This guide shows how to use @tanstack-react-modules/runtime alongside TanStack Router file-based routing (@tanstack/router-plugin) or TanStack Start. The Vite plugin owns route discovery and type generation (routeTree.gen.ts), the host owns createRouter, and — with Start — the framework owns SSR and server functions. The registry owns everything else: shared dependencies, slots, navigation, zones, module lifecycle.
For a new TanStack Router app or any TanStack Start app, this is the recommended path. The alternative (registry.resolve()) gives up file-based discovery and generated types.
resolve() calls createRouter({ routeTree }) directly on a tree the library assembles imperatively from each module's createRoutes(parentRoute). It's the shortest path to a working app — one call and you're rendering — but you give up what the TanStack plugin provides:
| Feature | Framework mode (resolveManifest) |
resolve() |
|---|---|---|
File-based route discovery (routeTree.gen.ts) |
✅ | ❌ — imperative only |
| Generated route types (typed params / loaders / search schemas) | ✅ | ❌ |
| SSR / server functions (TanStack Start) | ✅ | ❌ |
| HMR on route files | ✅ | ❌ — full reload |
| Library owns router creation1 | ❌ | ✅ |
Single-file wiring2 (app's full shape in one resolve() call) |
❌ | ✅ |
1 In framework mode, the library intentionally defers router creation to the host so you can keep the plugin's route discovery, type generation, and (with Start) SSR. The ❌ here is the tradeoff that unlocks everything above — not a regression.
2 The ❌ is similarly the inverse of the ✅s above: when file-based discovery and generated types are owned by the framework, route shape lives on disk instead of in a resolve() call. Most apps find this a net win; plugin-host apps that need every module's full shape in one place are the counter-case.
Pick resolve() only when the tradeoff genuinely favors it:
- Plugin-host apps where modules arrive at runtime (external bundles, remote federation) and you can't pre-place route files for them on disk.
- CSR-only tools with no need for typed params, SSR, or route-file HMR — a tiny internal dashboard where the one-call wiring is the point.
- Legacy setups predating file-based routing that haven't migrated yet.
resolve()exists so you don't have to migrate to use this library.
For everything else — greenfield apps, anything shipping to real users, anything that benefits from typed routes, and all of TanStack Start — use resolveManifest(). The setup is a few more lines (one registry.ts, one __root.tsx wrap, one router.ts), and you keep the full TanStack developer experience.

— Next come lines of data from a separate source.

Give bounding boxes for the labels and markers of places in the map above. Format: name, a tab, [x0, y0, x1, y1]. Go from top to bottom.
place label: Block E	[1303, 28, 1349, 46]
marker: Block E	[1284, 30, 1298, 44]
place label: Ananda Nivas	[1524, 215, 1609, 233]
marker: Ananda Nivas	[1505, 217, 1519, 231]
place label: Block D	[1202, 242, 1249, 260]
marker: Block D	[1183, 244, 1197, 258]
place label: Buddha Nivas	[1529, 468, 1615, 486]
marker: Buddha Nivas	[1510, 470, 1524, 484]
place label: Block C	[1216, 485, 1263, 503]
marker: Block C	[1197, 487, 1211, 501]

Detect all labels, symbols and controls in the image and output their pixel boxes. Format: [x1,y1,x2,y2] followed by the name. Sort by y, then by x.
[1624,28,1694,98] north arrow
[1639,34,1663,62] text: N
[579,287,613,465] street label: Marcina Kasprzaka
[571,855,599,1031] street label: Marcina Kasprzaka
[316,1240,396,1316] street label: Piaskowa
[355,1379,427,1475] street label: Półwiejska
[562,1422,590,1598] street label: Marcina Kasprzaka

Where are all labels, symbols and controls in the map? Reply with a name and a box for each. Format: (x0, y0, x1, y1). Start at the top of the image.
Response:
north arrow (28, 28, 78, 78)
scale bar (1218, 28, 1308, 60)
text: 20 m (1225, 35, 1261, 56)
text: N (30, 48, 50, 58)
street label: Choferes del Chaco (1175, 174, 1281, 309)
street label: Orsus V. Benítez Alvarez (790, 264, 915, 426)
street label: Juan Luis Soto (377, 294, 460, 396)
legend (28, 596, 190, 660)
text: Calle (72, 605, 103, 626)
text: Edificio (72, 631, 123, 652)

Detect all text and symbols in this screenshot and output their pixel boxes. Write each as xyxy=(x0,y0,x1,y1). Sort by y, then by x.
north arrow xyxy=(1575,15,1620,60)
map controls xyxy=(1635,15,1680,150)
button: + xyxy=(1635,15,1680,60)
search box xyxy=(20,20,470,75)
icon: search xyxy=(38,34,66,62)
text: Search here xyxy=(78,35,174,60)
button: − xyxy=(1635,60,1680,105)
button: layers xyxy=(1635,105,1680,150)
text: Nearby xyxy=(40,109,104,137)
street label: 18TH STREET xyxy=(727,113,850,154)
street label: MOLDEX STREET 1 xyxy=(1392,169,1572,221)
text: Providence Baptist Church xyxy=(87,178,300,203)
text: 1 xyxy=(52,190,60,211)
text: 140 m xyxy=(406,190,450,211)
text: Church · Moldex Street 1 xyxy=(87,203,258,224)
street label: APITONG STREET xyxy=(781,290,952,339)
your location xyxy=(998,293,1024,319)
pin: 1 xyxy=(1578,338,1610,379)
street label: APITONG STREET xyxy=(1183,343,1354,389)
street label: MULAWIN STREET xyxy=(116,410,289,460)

Read Getting started with TanStack Router first for the library-agnostic tour of modules and slots. This document focuses on the integration seam.
resolveManifest() returns everything the registry can assemble without creating a router:
interface ResolvedManifest<TSlots> {
Providers: React.ComponentType<{ children: React.ReactNode }>;
navigation: NavigationManifest;
slots: TSlots;
modules: readonly ModuleEntry[];
recalculateSlots: () => void;
}Providerswraps the full modular-react context stack — shared deps, navigation, slots, modules, recalculate signal, and anyproviders?option you passed. Place it around<Outlet />in your__root.tsx.- The rest matches
resolve().
No Router is created. The host calls createRouter({ routeTree }) as usual.
No
routesfield. TanStack modules build routes viacreateRoute({ getParentRoute: () => parent, ... })— the parent is bound at construction time, so the resulting route can't be grafted into a host's already-composed file-based tree. In framework mode the host owns route composition (file-based or a hand-builtrouteTree), modulecreateRoutesdeclarations are silently ignored, and modules contribute only navigation/slots/zones/lifecycle. The React Router counterpart does exposemanifest.routes— that only works there becauseRouteObject[]is a flat mountable array; the TanStack route shape doesn't admit the same pattern.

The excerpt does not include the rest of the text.